Las distintas combinaciones de estímulos apuntan en unos casos en una dirección, en otros en otra. No hay que exigir al creador que se comporte como crítico. Eso lleva al empobrecimiento de los impulsos que le son propios. En el artista se trata, como quedó dicho, más de un dar que de un recibir. Ese dar enriquece. No está seguido de estados de relajamiento. Estimula en lugar de empobrecer. Este lo sitúa Nietzsche del lado de las actividades reguladoras (VP, 807). El arte afirma. No le está dado negar. Acrecienta. No le es dado administrar. Por contraste, aquella embriaguez se liga con una constricción reguladora. Aquel dar no tiene el carácter de un fluir en lo indeterminado. La riqueza en el artista está templada en la justa medida de su arte. La caída en el dionisismo sin réplica significa decadencia. La absolutización se traduce en el desgaste de la embriaguez. Que salta sobre sí en lo que se le resiste. Medios de resistencia de que se vale la embriaguez: la finura y esplendor del color, el contorno y claridad de las líneas, la gradación de los sonidos. Medios en tanto materializan las tensiones de fuerza que se derivan de ella (VP, 816). La obra que así contiene templando lo que la desborda la excita al mismo tiempo. Dice Nietzsche que “el fin de la obra de arte es provocar el estado de ánimo que la determina” (VP, 816). El arte aspira a materializar la plenitud. “Afirma, bendice, diviniza la existencia”. 

Es un contra sentido un arte pesimista. En tanto tragedia el arte es anti-pesimista. Aún y sobre todo en el representar alegremente lo que aniquila. 

Fuerza - forma

El artista es indiferente a sí mismo (VP, 812). Concede infinito más valor a un sonido, una forma, un acento. Ese desprendimiento da qué pensar. Apunta a su fuerza conformadora. Que le lleva a atribuir valor a la forma que es capaz de dominar.

Lo que no pueda llegar a hacerse forma, carece para él de valor. En contrapartida: sólo tiene interés aquello que entra en su esfera, que pasa por sus sentidos y adquiere allí contorno y claridad. Afirma Nietzsche que “se es artista con la condición de considerar y sentir como contenido (...) aquello que los no artistas llaman forma. En consecuencia, pertenecen a un mundo invertido; (...) desde que lo dicho ocurre el contenido se vuelve algo puramente formal, incluida nuestra vida” (VP, 813).

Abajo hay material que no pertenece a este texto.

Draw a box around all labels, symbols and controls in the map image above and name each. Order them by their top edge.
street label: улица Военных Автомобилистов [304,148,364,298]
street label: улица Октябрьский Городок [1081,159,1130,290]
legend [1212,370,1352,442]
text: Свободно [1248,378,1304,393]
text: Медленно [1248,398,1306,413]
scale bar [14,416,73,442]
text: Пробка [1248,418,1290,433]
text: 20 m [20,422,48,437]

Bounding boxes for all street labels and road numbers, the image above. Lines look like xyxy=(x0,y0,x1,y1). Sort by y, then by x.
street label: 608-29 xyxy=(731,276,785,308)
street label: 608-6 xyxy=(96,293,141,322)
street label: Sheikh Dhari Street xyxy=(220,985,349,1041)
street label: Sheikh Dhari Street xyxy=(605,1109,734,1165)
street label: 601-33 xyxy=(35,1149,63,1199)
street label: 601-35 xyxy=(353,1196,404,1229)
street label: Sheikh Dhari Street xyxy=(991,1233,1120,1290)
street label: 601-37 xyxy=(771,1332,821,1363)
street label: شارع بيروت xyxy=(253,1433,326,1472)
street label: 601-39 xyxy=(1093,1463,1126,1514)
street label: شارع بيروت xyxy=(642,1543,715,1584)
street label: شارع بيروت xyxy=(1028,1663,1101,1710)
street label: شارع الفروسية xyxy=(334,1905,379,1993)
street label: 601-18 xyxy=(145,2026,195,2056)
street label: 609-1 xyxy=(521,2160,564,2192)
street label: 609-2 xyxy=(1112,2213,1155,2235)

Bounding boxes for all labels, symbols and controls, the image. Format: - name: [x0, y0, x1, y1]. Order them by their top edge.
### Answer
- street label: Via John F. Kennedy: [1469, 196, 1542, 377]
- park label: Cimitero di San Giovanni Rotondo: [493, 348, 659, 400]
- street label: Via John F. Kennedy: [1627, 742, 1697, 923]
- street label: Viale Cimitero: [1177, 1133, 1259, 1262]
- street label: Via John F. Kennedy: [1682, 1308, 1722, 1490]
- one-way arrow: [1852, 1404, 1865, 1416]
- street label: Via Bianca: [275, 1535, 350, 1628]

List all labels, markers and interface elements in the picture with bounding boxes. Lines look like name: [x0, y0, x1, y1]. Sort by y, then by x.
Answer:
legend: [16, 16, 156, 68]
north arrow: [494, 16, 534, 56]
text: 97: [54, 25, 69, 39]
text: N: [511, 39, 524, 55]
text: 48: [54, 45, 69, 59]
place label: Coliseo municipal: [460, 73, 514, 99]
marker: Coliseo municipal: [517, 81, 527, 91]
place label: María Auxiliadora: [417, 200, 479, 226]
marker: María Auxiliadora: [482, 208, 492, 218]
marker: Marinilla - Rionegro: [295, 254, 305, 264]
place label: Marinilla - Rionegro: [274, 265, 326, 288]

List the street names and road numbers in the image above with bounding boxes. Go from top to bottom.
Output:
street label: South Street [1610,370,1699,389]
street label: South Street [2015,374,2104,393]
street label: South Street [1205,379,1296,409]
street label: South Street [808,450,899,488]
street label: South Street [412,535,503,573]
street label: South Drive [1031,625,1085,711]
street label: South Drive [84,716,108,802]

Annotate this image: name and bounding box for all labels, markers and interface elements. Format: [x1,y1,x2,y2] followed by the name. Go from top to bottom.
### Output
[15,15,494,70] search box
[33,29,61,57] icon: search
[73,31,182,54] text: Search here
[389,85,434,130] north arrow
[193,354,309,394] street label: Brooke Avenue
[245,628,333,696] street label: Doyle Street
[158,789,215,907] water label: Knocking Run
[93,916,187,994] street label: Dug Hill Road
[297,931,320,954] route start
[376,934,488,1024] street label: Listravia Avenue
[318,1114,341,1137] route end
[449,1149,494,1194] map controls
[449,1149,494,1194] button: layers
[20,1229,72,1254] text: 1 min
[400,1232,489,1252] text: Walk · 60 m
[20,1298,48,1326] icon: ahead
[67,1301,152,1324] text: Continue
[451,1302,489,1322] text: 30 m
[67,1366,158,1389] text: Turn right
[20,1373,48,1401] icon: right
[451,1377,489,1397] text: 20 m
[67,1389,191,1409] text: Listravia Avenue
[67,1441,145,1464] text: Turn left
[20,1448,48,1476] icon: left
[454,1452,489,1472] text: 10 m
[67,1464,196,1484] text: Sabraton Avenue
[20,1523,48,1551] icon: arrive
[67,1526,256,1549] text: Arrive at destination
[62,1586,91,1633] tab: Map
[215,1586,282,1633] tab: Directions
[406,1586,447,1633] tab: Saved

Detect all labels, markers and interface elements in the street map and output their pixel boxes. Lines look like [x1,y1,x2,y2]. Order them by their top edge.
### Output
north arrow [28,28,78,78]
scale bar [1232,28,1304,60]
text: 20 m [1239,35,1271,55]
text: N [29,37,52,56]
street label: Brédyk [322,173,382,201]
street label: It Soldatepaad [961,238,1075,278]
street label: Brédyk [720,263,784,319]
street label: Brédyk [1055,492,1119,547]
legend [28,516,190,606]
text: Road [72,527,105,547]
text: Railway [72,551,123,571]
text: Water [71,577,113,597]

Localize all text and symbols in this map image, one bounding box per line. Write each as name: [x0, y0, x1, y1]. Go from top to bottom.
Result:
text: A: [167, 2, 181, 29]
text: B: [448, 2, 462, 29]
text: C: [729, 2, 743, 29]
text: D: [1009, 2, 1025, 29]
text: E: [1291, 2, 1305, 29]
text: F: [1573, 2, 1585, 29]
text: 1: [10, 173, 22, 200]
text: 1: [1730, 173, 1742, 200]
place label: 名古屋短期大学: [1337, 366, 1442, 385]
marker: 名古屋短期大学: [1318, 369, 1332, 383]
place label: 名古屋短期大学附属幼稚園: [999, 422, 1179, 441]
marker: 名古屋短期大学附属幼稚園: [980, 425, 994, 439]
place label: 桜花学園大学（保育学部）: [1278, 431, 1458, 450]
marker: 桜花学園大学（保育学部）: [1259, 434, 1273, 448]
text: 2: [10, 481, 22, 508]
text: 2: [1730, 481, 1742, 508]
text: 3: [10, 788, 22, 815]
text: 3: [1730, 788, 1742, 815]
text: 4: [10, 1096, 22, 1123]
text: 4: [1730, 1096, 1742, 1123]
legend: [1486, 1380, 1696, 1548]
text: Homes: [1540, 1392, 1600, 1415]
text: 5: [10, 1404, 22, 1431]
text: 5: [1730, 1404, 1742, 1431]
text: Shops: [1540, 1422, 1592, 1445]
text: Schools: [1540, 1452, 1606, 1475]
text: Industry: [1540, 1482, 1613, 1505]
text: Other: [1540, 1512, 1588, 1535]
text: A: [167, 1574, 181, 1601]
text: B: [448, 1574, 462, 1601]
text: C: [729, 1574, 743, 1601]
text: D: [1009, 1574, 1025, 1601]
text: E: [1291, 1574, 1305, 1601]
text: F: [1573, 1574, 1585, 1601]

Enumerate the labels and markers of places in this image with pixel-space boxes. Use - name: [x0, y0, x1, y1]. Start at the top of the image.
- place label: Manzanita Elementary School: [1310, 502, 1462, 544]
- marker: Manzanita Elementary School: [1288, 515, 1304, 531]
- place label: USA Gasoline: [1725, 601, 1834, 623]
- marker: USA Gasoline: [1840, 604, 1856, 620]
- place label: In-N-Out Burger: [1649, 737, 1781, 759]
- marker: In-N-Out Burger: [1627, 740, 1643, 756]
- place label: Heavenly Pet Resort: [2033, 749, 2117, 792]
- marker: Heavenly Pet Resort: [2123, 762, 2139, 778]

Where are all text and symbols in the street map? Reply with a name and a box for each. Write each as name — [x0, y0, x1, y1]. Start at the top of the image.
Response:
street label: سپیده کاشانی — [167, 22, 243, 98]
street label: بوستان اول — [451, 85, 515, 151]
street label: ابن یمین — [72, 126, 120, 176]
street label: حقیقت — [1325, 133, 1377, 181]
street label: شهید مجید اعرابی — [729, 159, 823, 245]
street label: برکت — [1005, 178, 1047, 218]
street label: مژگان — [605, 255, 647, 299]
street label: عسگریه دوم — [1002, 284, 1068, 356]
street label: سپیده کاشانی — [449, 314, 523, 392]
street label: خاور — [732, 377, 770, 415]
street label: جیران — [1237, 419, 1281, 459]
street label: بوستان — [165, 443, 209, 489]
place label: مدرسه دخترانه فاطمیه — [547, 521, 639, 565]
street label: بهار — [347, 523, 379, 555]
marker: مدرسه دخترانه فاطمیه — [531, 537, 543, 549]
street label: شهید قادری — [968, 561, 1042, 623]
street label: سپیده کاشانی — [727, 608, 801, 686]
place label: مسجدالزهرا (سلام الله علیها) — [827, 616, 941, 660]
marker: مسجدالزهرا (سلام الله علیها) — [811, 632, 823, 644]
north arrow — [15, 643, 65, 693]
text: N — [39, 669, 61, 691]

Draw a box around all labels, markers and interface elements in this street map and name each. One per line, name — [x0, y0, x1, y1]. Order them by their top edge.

Para el artista el único contenido es la forma. El riesgo de eso está en la formalización y caída en el artificio. Hay artistas en que eso pasa. Sobre todo aquellos en que no hay vivencia abismal. Artistas del pesimismo nihilista que se dedican a combinar más o menos habilidosamente algunas formas. Un arte así no dice nada. No hay vida qué afirmar allí. En ese caso el contenido (que no existe) no se convierte en forma (que no llega a cuajar).

Que el único contenido sea lo que los no artistas llaman forma apunta a la condición misma del arte entendido como forma suprema de la voluntad de poder. Que no es sino voluntad dionisíaca de forma. Y que como tal refleja la condición misma de la vida: búsqueda de la forma, multiplicación y plenitud de la forma.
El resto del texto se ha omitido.